**Goal of the exercise:**
Every line of the records that holds the word "linecap" should be copied out.

*** Opening of Provided records ***

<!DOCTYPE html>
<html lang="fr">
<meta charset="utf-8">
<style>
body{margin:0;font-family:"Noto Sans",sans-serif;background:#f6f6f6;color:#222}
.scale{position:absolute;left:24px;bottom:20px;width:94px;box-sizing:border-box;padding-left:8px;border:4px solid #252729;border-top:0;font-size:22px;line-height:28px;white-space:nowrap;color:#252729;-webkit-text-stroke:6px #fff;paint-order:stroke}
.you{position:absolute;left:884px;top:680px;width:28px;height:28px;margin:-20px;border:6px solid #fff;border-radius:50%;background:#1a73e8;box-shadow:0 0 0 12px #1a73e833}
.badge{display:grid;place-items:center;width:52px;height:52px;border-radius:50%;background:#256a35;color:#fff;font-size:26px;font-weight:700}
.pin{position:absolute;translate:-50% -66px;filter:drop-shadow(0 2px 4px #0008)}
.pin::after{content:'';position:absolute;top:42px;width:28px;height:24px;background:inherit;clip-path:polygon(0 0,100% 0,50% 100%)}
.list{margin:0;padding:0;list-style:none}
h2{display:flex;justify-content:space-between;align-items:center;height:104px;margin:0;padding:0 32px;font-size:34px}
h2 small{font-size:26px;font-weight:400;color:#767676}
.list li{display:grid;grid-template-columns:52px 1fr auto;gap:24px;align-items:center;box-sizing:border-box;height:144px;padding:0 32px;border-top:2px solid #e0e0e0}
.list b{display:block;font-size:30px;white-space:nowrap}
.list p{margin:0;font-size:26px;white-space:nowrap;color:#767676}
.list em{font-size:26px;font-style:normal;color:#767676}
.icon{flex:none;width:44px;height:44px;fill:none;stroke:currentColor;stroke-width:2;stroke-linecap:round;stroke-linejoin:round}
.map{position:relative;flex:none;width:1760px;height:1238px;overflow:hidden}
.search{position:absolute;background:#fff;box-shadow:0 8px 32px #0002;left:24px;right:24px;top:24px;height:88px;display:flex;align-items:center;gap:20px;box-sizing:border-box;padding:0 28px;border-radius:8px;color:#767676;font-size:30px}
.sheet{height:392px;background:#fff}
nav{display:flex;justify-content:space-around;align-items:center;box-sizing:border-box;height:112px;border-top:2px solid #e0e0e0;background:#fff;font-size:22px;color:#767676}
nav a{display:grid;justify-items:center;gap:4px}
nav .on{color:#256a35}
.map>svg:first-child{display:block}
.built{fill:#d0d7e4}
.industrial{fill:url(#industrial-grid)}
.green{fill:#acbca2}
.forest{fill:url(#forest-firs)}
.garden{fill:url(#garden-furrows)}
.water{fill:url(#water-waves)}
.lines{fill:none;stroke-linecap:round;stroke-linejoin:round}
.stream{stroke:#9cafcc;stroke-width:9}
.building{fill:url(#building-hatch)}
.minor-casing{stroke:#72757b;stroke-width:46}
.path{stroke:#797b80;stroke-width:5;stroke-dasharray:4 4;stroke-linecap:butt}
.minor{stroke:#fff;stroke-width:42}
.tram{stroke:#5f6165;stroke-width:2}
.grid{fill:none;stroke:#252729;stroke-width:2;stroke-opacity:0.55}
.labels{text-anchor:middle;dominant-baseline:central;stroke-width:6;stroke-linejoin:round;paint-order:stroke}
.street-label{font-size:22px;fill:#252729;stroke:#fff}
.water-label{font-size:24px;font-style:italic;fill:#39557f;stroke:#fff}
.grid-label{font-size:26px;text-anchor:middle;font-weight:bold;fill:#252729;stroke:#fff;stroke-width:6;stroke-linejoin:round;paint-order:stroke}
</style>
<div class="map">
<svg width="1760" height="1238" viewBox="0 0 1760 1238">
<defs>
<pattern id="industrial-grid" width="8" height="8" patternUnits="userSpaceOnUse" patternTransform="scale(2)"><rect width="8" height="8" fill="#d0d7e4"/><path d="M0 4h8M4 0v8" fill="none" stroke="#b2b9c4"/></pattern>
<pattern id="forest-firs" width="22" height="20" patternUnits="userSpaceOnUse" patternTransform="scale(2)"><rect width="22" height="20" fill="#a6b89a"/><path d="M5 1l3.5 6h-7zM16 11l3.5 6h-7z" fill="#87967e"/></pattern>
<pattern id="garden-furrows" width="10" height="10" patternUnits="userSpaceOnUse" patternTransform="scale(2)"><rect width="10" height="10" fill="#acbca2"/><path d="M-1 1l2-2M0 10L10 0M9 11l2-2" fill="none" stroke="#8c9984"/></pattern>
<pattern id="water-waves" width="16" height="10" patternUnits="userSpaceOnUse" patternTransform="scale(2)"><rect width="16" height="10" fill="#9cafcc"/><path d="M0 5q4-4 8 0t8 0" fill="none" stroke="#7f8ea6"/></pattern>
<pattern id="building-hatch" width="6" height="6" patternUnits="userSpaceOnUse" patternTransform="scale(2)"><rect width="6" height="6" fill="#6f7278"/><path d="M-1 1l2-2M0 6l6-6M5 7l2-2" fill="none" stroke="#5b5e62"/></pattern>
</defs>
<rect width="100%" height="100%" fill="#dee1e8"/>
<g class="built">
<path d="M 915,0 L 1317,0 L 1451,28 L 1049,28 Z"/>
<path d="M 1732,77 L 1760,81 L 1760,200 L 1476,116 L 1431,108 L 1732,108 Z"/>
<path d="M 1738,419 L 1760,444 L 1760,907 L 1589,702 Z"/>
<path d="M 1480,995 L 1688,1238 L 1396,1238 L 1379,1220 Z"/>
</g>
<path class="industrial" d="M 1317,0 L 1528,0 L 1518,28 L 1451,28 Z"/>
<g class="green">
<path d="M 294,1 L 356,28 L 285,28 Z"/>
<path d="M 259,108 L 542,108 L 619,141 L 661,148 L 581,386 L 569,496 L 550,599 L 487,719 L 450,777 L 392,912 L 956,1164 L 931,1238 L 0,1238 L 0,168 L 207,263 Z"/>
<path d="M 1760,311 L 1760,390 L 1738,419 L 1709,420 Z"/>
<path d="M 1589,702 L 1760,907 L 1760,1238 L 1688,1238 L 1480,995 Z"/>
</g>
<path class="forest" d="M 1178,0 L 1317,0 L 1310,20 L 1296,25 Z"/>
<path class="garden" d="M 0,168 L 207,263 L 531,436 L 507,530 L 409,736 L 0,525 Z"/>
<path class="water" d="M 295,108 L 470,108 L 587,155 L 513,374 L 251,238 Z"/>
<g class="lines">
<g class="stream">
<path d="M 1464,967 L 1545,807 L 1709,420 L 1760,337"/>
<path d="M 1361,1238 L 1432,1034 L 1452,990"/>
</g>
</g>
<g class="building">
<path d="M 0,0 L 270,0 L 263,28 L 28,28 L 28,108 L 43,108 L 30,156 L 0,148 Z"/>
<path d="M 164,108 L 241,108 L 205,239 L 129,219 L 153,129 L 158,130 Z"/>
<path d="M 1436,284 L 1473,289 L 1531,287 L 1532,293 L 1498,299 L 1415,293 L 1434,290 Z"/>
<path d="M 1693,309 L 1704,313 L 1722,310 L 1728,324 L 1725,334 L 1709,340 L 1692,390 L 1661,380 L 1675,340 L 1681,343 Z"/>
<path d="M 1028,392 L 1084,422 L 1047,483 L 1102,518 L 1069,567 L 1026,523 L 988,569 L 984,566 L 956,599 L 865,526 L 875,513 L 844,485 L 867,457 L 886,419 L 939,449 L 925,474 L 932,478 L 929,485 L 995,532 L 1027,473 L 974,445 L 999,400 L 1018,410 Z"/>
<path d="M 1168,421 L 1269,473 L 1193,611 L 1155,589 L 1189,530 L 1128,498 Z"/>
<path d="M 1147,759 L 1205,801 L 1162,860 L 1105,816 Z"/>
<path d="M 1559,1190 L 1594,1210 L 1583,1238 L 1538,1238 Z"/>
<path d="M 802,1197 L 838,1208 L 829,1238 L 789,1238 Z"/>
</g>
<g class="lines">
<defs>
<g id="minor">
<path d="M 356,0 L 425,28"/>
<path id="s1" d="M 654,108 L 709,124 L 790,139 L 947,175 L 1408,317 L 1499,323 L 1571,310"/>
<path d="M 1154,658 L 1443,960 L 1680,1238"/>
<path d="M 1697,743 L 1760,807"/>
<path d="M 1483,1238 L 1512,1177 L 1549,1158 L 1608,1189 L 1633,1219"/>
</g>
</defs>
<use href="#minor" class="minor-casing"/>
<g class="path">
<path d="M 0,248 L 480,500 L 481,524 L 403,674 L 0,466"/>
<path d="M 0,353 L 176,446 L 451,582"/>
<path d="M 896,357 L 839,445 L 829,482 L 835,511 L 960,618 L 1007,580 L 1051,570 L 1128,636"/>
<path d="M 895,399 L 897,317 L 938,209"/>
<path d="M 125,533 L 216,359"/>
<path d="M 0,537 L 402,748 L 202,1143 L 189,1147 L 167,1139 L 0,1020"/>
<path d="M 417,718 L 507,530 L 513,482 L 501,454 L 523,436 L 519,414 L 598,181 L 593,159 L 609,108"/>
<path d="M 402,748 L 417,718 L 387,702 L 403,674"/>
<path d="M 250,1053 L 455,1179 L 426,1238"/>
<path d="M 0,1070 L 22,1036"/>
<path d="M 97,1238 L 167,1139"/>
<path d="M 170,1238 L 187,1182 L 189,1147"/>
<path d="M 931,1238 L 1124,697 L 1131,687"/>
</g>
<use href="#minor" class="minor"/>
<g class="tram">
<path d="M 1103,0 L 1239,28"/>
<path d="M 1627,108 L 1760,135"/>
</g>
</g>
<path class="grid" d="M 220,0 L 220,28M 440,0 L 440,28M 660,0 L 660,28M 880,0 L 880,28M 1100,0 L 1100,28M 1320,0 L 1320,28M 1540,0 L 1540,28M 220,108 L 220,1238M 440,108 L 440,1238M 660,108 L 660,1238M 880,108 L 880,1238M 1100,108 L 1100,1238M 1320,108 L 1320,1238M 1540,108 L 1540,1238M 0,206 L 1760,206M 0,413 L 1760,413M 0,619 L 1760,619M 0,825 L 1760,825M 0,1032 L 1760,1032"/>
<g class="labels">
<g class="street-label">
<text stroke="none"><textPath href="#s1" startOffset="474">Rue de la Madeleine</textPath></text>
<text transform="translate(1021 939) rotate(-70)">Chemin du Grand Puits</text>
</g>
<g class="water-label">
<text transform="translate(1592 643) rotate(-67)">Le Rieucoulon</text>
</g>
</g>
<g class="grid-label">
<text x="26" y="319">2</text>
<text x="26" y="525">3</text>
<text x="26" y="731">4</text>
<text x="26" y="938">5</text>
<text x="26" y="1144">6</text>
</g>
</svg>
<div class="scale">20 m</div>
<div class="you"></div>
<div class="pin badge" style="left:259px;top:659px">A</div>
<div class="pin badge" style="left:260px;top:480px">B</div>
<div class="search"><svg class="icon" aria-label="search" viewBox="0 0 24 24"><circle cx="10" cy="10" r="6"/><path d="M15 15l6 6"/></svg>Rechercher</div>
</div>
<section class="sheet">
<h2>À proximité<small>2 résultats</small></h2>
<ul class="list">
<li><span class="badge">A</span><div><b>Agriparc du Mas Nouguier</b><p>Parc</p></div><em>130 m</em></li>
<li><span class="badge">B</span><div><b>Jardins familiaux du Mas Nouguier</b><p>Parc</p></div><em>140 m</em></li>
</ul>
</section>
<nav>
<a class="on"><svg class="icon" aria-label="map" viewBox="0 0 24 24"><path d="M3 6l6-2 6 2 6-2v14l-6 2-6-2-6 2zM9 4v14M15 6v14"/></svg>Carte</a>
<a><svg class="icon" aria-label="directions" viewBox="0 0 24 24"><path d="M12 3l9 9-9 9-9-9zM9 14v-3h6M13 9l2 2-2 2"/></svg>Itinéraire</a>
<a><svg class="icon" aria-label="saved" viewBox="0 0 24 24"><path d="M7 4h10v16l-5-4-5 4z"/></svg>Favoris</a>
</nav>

*** Close of Provided records ***

**Completed task:**
.icon{flex:none;width:44px;height:44px;fill:none;stroke:currentColor;stroke-width:2;stroke-linecap:round;stroke-linejoin:round}
.lines{fill:none;stroke-linecap:round;stroke-linejoin:round}
.path{stroke:#797b80;stroke-width:5;stroke-dasharray:4 4;stroke-linecap:butt}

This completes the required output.